Robyn knew that the Moonshae Islands stood at a critical time in their long history. Only once before, under the reign of the hero Cymrych Hugh, had the four kingdoms of the Ffolk stood united under a single throne. Yet Cymrych Hugh had died with no clear heir to the throne, and within a generation, the isles had again broken into political fragments, easy prey for the northmen invaders who had gradually claimed much of the land.

Now Tristan Kendrick, the second High King to unite the Ffolk, had perished. He left a queen-a strong queen, Robyn reminded herself-and two daughters. Though the Ffolk, unlike the northmen, had never disparaged the rulership of a queen simply on the basis of her sex, Robyn knew that she would have to prove her fitness to continue the Kendrick line, and in that process, she must ensure that Alicia would inherit the kingdom upon her own death.

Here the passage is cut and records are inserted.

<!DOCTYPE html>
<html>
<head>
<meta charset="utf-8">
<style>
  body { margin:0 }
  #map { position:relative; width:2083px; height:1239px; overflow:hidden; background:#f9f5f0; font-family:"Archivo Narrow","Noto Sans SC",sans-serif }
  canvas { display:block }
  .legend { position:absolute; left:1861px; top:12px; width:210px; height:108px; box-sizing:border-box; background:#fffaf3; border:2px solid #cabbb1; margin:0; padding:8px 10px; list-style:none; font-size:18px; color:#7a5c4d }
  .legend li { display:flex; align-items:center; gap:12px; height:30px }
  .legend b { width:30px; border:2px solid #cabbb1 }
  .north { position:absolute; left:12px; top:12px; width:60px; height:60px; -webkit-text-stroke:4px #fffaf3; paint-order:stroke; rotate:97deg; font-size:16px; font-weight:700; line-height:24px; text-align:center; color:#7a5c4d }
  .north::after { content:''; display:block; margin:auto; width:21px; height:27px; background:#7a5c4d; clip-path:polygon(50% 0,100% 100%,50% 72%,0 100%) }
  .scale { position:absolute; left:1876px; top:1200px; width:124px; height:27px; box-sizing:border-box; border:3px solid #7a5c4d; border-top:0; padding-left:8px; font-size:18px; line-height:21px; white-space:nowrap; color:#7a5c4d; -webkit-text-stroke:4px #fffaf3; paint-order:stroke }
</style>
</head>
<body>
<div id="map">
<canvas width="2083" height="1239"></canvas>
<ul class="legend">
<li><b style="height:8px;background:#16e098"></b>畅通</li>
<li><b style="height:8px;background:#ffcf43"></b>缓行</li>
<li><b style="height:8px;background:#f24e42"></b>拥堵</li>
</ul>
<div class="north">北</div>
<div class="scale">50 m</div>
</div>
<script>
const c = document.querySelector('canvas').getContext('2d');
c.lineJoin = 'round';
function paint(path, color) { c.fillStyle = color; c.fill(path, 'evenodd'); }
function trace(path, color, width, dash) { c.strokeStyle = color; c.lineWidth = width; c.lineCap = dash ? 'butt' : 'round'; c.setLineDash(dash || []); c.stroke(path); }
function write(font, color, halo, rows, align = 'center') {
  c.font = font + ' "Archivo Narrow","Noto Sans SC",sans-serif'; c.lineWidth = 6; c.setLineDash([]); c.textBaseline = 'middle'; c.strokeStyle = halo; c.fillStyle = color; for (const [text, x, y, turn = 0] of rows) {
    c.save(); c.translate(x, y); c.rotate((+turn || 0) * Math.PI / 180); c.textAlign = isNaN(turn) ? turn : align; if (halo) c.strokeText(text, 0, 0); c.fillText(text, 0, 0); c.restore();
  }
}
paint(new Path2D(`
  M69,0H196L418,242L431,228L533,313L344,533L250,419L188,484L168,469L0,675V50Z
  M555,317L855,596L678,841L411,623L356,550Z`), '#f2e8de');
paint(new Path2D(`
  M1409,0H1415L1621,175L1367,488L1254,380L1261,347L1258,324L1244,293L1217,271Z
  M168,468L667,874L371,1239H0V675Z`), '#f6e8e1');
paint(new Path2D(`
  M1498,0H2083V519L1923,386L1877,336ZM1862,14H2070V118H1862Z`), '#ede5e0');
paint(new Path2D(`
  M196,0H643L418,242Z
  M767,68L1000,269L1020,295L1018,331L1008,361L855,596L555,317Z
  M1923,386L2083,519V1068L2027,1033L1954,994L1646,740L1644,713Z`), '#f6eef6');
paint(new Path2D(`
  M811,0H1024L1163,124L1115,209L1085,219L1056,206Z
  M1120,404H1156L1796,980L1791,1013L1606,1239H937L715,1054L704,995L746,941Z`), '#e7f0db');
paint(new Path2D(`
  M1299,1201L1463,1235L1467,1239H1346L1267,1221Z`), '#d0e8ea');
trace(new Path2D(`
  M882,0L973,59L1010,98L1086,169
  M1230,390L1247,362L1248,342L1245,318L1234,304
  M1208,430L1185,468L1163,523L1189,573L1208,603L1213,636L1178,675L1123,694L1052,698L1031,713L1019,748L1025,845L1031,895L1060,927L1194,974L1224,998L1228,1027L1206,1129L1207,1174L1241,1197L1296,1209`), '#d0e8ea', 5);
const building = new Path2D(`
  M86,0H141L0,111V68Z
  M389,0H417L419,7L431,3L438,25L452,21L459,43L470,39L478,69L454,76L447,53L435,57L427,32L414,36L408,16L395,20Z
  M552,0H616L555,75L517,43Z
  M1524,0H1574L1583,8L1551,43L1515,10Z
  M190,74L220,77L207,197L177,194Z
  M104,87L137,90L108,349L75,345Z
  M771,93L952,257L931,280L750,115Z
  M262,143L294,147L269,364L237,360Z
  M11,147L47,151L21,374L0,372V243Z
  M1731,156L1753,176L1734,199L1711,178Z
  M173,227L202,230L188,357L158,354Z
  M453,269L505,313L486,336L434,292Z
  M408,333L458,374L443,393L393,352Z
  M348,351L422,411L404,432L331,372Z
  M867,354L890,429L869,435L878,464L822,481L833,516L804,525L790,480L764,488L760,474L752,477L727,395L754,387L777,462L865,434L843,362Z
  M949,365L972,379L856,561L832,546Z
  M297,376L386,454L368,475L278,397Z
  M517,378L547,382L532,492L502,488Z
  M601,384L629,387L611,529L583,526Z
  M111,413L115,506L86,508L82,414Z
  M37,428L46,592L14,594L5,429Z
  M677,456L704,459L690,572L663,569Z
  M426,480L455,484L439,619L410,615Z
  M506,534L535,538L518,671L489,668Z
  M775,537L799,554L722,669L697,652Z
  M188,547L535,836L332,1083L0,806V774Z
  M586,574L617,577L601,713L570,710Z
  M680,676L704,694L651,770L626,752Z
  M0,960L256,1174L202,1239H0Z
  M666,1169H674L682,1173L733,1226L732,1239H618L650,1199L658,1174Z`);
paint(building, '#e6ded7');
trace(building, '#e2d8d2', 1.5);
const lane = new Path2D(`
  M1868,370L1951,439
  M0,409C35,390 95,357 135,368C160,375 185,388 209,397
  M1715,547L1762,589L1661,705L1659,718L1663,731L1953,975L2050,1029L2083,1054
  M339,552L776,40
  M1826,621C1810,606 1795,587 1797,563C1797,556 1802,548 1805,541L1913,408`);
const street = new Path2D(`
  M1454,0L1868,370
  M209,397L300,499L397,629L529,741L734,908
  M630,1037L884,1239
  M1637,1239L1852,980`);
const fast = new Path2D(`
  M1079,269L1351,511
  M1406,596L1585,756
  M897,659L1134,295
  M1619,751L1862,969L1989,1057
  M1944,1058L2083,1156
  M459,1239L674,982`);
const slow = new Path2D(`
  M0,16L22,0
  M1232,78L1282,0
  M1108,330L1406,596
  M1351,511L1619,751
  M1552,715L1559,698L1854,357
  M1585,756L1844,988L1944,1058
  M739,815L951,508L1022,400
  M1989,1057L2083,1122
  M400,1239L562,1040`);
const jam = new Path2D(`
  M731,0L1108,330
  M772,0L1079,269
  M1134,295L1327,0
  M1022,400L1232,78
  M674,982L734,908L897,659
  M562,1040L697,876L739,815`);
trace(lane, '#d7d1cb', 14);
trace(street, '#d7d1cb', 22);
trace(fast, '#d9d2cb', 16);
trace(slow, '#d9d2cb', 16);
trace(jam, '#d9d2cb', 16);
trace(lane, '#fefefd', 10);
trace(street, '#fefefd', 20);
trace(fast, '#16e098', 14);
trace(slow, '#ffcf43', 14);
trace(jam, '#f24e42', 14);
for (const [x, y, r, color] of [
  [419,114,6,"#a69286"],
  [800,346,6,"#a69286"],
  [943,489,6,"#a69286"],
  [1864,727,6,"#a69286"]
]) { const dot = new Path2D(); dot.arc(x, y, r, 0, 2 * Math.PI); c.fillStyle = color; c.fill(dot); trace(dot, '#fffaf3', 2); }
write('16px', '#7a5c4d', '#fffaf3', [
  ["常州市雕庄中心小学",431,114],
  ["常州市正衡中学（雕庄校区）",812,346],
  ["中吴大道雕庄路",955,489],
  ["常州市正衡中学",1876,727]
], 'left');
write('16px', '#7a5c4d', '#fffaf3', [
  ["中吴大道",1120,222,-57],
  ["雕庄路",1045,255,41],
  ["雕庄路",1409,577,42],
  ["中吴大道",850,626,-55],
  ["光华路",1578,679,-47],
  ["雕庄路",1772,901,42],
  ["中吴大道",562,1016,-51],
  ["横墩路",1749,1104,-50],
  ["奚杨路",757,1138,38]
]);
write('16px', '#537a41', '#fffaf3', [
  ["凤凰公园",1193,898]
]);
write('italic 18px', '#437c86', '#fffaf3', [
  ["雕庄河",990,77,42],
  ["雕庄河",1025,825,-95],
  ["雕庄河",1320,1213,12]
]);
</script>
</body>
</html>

Her goal seemed clear, but there were so many obstacles, and as she thought of those obstacles, she came back to the plans that had caused her to pause, musing, at the window in the first place.

A harsh knock at the door, though not unexpected, broke Robyn's reverie. "Come in," she said.

The door opened to reveal Deirdre Kendrick. The princess's black hair floated behind her, unbound and silky long, as she moved softly into her mother's chamber. The two women looked remarkably similar, though the maturity and sorrow of age had unmistakably marked the mother with lines around her mouth and eyes and a fringe of gray that had begun to lighten her long black hair. "You wished to see me?" Deirdre said.

Robyn knew what she needed to say to her daughter, and she knew that Deirdre wouldn't like it. She found it difficult to begin.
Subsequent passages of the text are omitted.